● **Task**: Filter the material below down to the lines with the word "lineWidth" and give those lines.

● **Dataset records**:
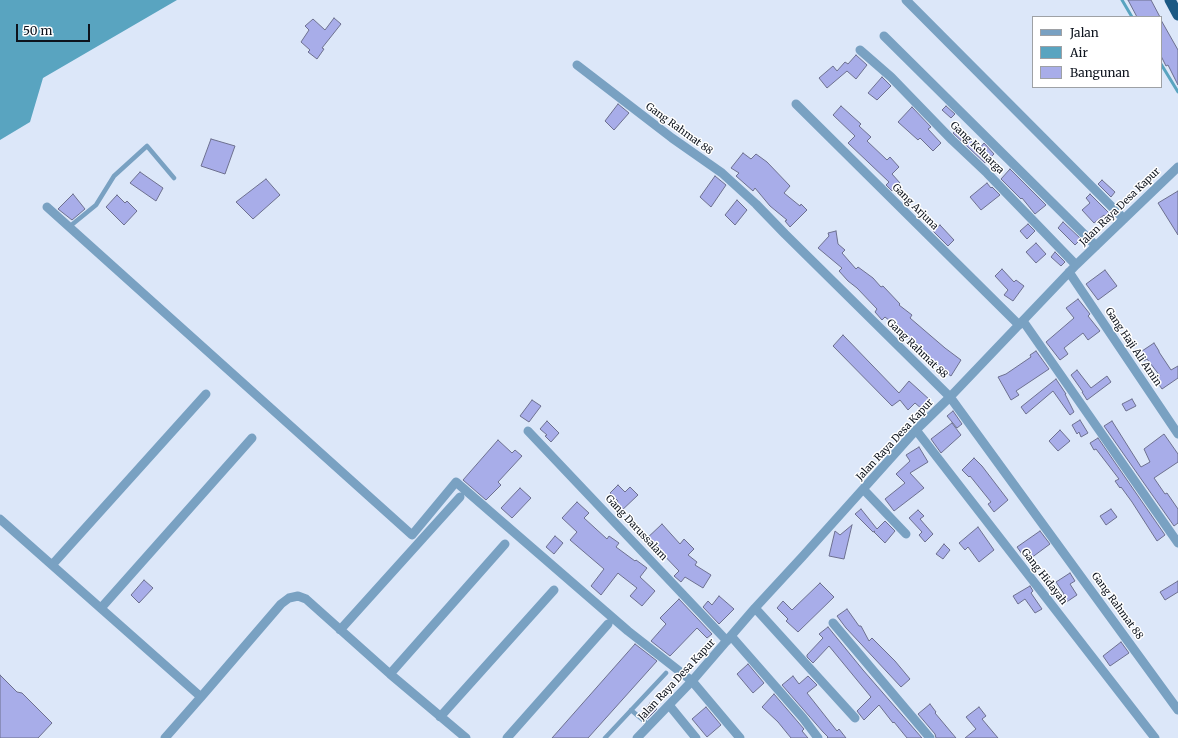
<!DOCTYPE html>
<html>
<head>
<meta charset="utf-8">
<style>
	body { margin:0 }
	#map { position:relative; width:1178px; height:738px; overflow:hidden; background:#dce7f9; font-family:Merriweather,serif }
	canvas { display:block }
	.legend { position:absolute; left:1032px; top:16px; width:130px; height:72px; box-sizing:border-box; background:#fff; border:1px solid #9ea1a5; margin:0; padding:5px 7px; list-style:none; font-size:12px; color:#0d131d }
	.legend li { display:flex; align-items:center; gap:8px; height:20px }
	.legend b { width:20px; border:1px solid #9ea1a5 }
	.scale { position:absolute; left:16px; top:24px; width:74px; height:18px; box-sizing:border-box; border:2px solid #0d131d; border-top:0; padding-left:5px; font-size:12px; line-height:14px; white-space:nowrap; color:#0d131d; -webkit-text-stroke:3px #fff; paint-order:stroke }
</style>
</head>
<body>
<div id="map">
<canvas width="1178" height="738"></canvas>
<ul class="legend">
<li><b style="height:5px;background:#79a1c2"></b>Jalan</li>
<li><b style="height:11px;background:#59a4c0"></b>Air</li>
<li><b style="height:11px;background:#a8ade9"></b>Bangunan</li>
</ul>
<div class="scale">50 m</div>
</div>
<script>
const g = document.querySelector('canvas').getContext('2d');
g.lineJoin = 'round';
function paint(path, color) { g.fillStyle = color; g.fill(path, 'evenodd'); }
const poly = rows => new Path2D(rows.map(r => 'M' + r).join(''));
function trace(path, color, width, dash) { g.strokeStyle = color; g.lineWidth = width; g.lineCap = dash ? 'butt' : 'round'; g.setLineDash(dash || []); g.stroke(path); }
function write(font, color, halo, rows, align = 'center') {
  g.font = font + ' Merriweather,serif'; g.lineWidth = 3; g.setLineDash([]); g.textBaseline = 'middle'; g.strokeStyle = halo; g.fillStyle = color; for (const [text, x, y, turn = 0] of rows) {
    g.save(); g.translate(x, y); g.rotate((+turn || 0) * Math.PI / 180); g.textAlign = isNaN(turn) ? turn : align; if (halo) g.strokeText(text, 0, 0); g.fillText(text, 0, 0); g.restore();
  }
}
paint(poly([
	[0,0,177,0,43,78,30,122,0,140]
]), '#59a4c0');
trace(poly([
	[1122,0,1132,17],
	[1161,64,1178,92]
]), '#59a4c0', 3);
const building = poly([
	[1128,0,1151,0,1160,17,1137,17,1128,0],
	[334,18,341,24,322,48,324,49,317,59,308,52,310,50,301,42,309,30,305,26,313,19,325,30,334,18],
	[1161,20,1178,50,1178,85,1168,65,1166,66,1161,56,1161,20],
	[856,55,867,65,856,79,847,71,827,88,819,78,833,66,837,71,845,62,848,64,856,55],
	[882,77,891,86,877,100,868,93,882,77],
	[618,104,629,113,614,130,605,121,618,104],
	[841,106,861,124,859,126,871,137,867,141,887,160,890,157,899,167,892,174,900,183,892,191,886,185,889,182,848,143,855,136,833,115,841,106],
	[946,106,955,114,951,118,942,110,946,106],
	[912,107,931,127,928,129,941,143,933,151,920,138,918,140,898,122,912,107],
	[958,128,979,149,984,143,994,154,985,163,953,133,958,128],
	[211,139,235,146,225,174,201,166,211,139],
	[743,153,751,159,756,154,767,162,790,186,784,193,800,206,801,204,807,210,790,227,785,221,787,220,770,206,755,188,753,191,736,176,739,173,731,168,743,153],
	[1010,169,1046,205,1035,214,1022,198,1021,199,1001,179,1010,169],
	[140,172,163,188,156,201,130,183,140,172],
	[715,176,726,185,711,207,700,197,715,176],
	[266,179,280,195,253,219,236,202,266,179],
	[1102,180,1115,192,1111,197,1098,184,1102,180],
	[987,183,991,188,992,187,1000,195,981,210,970,197,987,183],
	[1178,191,1178,235,1158,203,1178,191],
	[73,194,85,209,72,220,58,209,73,194],
	[1090,194,1111,215,1107,219,1104,215,1094,223,1082,210,1090,203,1086,198,1090,194],
	[117,195,125,203,127,201,137,211,124,225,106,207,117,195],
	[737,200,747,210,735,225,725,215,737,200],
	[1063,222,1081,239,1075,245,1058,228,1063,222],
	[1028,224,1035,231,1027,239,1020,231,1028,224],
	[940,225,954,240,948,246,933,231,940,225],
	[836,231,838,244,845,250,842,253,856,269,858,267,873,278,881,287,883,286,900,304,899,305,912,315,910,318,945,348,961,360,951,376,938,367,914,343,903,333,904,332,885,317,882,320,875,312,877,309,857,288,848,281,839,271,842,268,818,248,829,236,828,233,836,231],
	[1036,243,1046,254,1036,263,1026,252,1036,243],
	[1055,252,1065,262,1061,266,1051,257,1055,252],
	[1002,269,1014,282,1016,280,1024,286,1013,301,1004,295,1008,290,995,276,1002,269],
	[1105,270,1117,286,1098,300,1086,284,1105,270],
	[1078,299,1090,314,1088,316,1100,331,1088,340,1083,333,1064,348,1068,354,1060,360,1046,342,1074,318,1066,308,1078,299],
	[843,335,899,393,909,381,930,400,922,409,915,403,908,410,900,400,892,406,833,346,843,335],
	[1154,343,1159,351,1159,352,1171,370,1178,366,1178,378,1162,389,1155,379,1160,376,1147,359,1144,361,1139,353,1154,343],
	[1036,351,1049,369,1016,391,1019,395,1011,400,998,377,1006,374,1031,357,1030,355,1036,351],
	[1077,370,1091,388,1107,376,1111,382,1087,400,1082,392,1083,392,1071,375,1077,370],
	[1056,379,1066,394,1065,394,1074,412,1070,415,1053,391,1026,414,1021,407,1056,379],
	[1132,399,1136,406,1126,411,1122,404,1132,399],
	[532,400,541,406,529,422,520,416,532,400],
	[953,411,962,424,957,428,947,416,953,411],
	[1080,420,1088,433,1081,437,1079,432,1077,434,1072,425,1080,420],
	[547,421,559,433,551,442,545,436,547,435,540,429,547,421],
	[1112,421,1141,467,1150,462,1144,449,1164,434,1178,454,1178,462,1154,478,1165,494,1167,493,1178,509,1178,523,1174,526,1104,426,1112,421],
	[952,423,961,435,941,453,931,439,952,423],
	[1060,430,1070,441,1058,451,1049,441,1060,430],
	[1098,438,1165,535,1157,541,1132,502,1121,487,1120,488,1115,481,1119,479,1096,449,1094,450,1090,443,1098,438],
	[498,440,512,453,515,450,522,456,498,482,501,485,486,500,463,480,498,440],
	[919,447,928,462,910,473,924,488,894,511,885,499,905,483,896,474,910,461,906,455,919,447],
	[974,458,982,466,1008,500,994,512,988,504,991,502,970,476,969,477,962,470,974,458],
	[618,485,625,492,630,487,638,495,619,513,613,507,618,501,610,493,618,485],
	[520,488,531,498,512,518,501,508,520,488],
	[577,502,589,513,584,518,607,539,609,536,619,543,616,547,635,561,636,560,647,568,640,577,655,591,642,606,630,596,637,588,619,574,618,573,601,595,591,586,604,569,570,540,577,532,562,518,577,502],
	[861,509,877,529,885,521,895,531,885,543,874,532,875,531,873,532,855,514,861,509],
	[1111,509,1117,517,1106,525,1100,516,1111,509],
	[918,510,924,516,920,519,933,534,925,542,919,535,922,532,909,518,918,510],
	[662,524,680,544,684,539,694,549,688,555,697,562,695,565,711,575,703,588,685,577,681,582,674,576,679,571,656,547,653,550,644,541,662,524],
	[852,525,844,559,829,556,835,531,840,535,852,525],
	[978,527,994,550,979,562,968,547,965,550,959,543,978,527],
	[1040,531,1050,544,1027,561,1017,547,1040,531],
	[555,536,563,543,554,554,546,547,555,536],
	[944,544,950,550,943,559,936,554,944,544],
	[1070,573,1075,581,1070,584,1077,595,1065,603,1060,596,1064,594,1056,582,1070,573],
	[144,580,153,588,139,603,131,595,144,580],
	[1178,581,1178,592,1165,600,1160,592,1178,581],
	[820,583,834,597,798,632,786,621,788,619,777,608,783,601,792,610,820,583],
	[1030,586,1033,591,1031,593,1042,609,1035,613,1025,599,1018,604,1013,596,1030,586],
	[719,596,734,609,719,624,703,607,708,601,712,605,719,596],
	[679,599,712,634,707,638,697,628,670,656,651,641,666,624,660,618,679,599],
	[847,609,859,626,861,626,869,641,872,638,895,661,910,679,901,687,846,628,837,616,847,609],
	[828,627,863,670,922,738,907,738,894,722,893,723,879,705,864,720,857,711,871,697,829,646,813,663,807,657,807,655,823,638,819,634,828,627],
	[1121,642,1129,653,1110,666,1103,656,1121,642],
	[635,644,657,661,588,738,552,738,635,644],
	[748,664,764,683,753,693,737,674,748,664],
	[0,675,17,692,22,693,52,723,38,738,0,738,0,675],
	[793,676,799,684,808,676,817,685,807,693,837,731,839,729,846,738,827,738,828,737,823,732,782,685,793,676],
	[774,694,804,729,802,731,808,738,791,738,778,722,762,707,774,694],
	[650,703,657,709,647,719,641,713,650,703],
	[930,704,936,712,935,713,956,738,936,738,935,734,918,714,930,704],
	[706,707,721,725,707,737,692,719,706,707],
	[979,707,986,716,982,719,998,738,965,738,976,729,966,717,979,707]
]);
paint(building, '#a8ade9');
trace(building, '#6d708f', 1);
trace(poly([
	[69,227,96,205,114,176,147,146,174,178],
	[631,710,650,726],
	[605,738,666,673]
]), '#79a1c2', 4.5);
trace(poly([
	[906,0,1124,219],
	[884,36,1096,246],
	[860,50,891,77,952,140,987,173,1076,265],
	[577,65,672,138,722,173,756,204,785,234,950,397,1178,710],
	[796,104,1019,325],
	[47,207,412,535,456,482,628,631,692,681,740,738],
	[1069,272,1178,434],
	[1023,321,1178,543],
	[916,430,1155,738],
	[528,431,727,641],
	[864,490,906,534],
	[0,519,201,697,281,604,289,598,298,596,306,599,390,674,466,738],
	[52,565,206,394],
	[101,608,252,438],
	[755,608,855,718],
	[833,623,930,738],
	[340,630,460,497],
	[731,636,803,718,818,738],
	[390,674,505,544],
	[669,705,696,738],
	[440,717,554,590],
	[165,738,201,697],
	[507,738,608,624],
	[637,738,692,681,755,608,803,556,916,430,950,397,1076,265,1178,167]
]), '#79a1c2', 9);
trace(poly([
	[1170,0,1178,15]
]), '#1c5984', 11);
write('10px', '#0d131d', '#fff', [
	["Gang Rahmat 88",679,129,36],
	["Gang Keluarga",977,148,44],
	["Gang Arjuna",915,207,45],
	["Jalan Raya Desa Kapur",1120,207,-44],
	["Gang Haji Ali Amin",1133,347,56],
	["Gang Rahmat 88",917,349,44],
	["Jalan Raya Desa Kapur",895,440,-47],
	["Gang Darussalam",636,528,47],
	["Gang Hidayah",1044,577,52],
	["Gang Rahmat 88",1117,606,54],
	["Jalan Raya Desa Kapur",677,680,-47]
]);
</script>
</body>
</html>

● **Answer for the task**:
function trace(path, color, width, dash) { g.strokeStyle = color; g.lineWidth = width; g.lineCap = dash ? 'butt' : 'round'; g.setLineDash(dash || []); g.stroke(path); }
  g.font = font + ' Merriweather,serif'; g.lineWidth = 3; g.setLineDash([]); g.textBaseline = 'middle'; g.strokeStyle = halo; g.fillStyle = color; for (const [text, x, y, turn = 0] of rows) {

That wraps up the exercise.